* _Task data_:
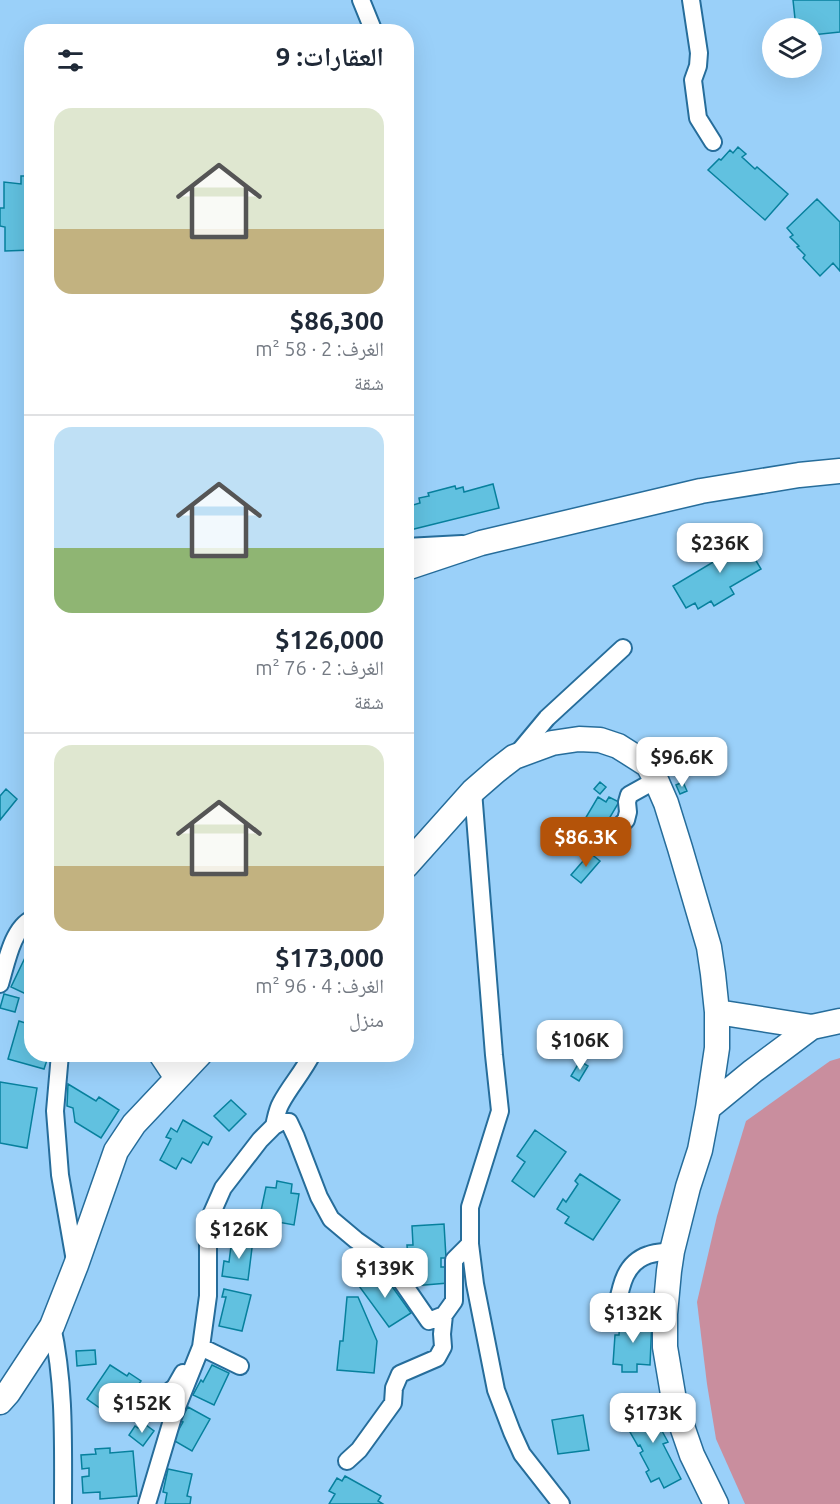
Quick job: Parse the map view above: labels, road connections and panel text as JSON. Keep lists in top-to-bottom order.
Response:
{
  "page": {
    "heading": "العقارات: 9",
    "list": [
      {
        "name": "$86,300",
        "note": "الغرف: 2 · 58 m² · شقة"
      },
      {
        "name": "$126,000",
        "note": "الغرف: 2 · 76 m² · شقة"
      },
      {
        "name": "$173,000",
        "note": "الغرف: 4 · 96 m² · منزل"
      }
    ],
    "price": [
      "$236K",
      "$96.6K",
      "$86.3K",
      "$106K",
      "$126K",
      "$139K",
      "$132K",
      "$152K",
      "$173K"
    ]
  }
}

* _Assignment_: Transcribe the records above exactly, leaving every picture out of the copy.

* _Your response_:
Quick job: Parse the map view above: labels, road connections and panel text as JSON. Keep lists in top-to-bottom order.
Response:
{
  "page": {
    "heading": "العقارات: 9",
    "list": [
      {
        "name": "$86,300",
        "note": "الغرف: 2 · 58 m² · شقة"
      },
      {
        "name": "$126,000",
        "note": "الغرف: 2 · 76 m² · شقة"
      },
      {
        "name": "$173,000",
        "note": "الغرف: 4 · 96 m² · منزل"
      }
    ],
    "price": [
      "$236K",
      "$96.6K",
      "$86.3K",
      "$106K",
      "$126K",
      "$139K",
      "$132K",
      "$152K",
      "$173K"
    ]
  }
}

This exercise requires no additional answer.